### Records for the task
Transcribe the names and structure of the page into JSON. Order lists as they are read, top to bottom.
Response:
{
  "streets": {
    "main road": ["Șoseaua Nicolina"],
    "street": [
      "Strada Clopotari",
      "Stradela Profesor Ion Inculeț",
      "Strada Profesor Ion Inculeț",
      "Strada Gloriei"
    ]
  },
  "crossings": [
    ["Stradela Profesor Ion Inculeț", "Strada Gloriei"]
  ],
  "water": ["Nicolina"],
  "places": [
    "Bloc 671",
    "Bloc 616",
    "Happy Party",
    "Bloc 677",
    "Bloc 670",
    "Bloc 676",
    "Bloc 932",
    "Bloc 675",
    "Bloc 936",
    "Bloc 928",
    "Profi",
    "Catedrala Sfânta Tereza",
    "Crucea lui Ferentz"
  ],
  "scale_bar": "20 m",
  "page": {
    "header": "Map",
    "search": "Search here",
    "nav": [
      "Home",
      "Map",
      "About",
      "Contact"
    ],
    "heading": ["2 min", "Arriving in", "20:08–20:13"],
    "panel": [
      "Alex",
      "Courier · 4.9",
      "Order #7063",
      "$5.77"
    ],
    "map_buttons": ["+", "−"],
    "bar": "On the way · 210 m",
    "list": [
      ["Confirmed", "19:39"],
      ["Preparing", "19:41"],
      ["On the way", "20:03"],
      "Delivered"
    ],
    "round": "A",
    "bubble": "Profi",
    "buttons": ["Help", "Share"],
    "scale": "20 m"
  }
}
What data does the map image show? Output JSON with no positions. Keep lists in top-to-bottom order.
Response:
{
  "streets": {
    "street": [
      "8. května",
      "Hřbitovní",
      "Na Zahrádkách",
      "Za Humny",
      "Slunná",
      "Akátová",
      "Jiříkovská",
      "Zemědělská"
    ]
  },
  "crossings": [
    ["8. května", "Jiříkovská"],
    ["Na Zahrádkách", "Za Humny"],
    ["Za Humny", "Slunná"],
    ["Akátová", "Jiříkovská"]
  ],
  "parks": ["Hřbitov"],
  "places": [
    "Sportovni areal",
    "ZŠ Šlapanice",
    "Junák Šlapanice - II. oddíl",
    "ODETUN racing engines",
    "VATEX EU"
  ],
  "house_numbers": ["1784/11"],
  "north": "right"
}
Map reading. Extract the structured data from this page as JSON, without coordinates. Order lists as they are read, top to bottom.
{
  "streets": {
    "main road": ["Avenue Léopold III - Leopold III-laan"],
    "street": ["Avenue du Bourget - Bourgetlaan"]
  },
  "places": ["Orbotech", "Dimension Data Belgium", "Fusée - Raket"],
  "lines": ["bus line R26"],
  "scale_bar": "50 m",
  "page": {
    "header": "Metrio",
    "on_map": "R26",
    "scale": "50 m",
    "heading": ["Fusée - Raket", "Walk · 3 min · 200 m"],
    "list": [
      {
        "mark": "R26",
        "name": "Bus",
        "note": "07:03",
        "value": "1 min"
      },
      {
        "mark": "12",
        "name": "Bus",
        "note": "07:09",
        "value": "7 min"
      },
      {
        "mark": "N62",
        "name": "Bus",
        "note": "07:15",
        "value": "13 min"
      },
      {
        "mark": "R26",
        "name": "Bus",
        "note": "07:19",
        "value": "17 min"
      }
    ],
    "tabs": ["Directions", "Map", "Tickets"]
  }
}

### Work item
Working from the entries above, return all lines that contain "Strada".

### Task response
      "Strada Clopotari",
      "Strada Profesor Ion Inculeț",
      "Strada Gloriei"
    ["Stradela Profesor Ion Inculeț", "Strada Gloriei"]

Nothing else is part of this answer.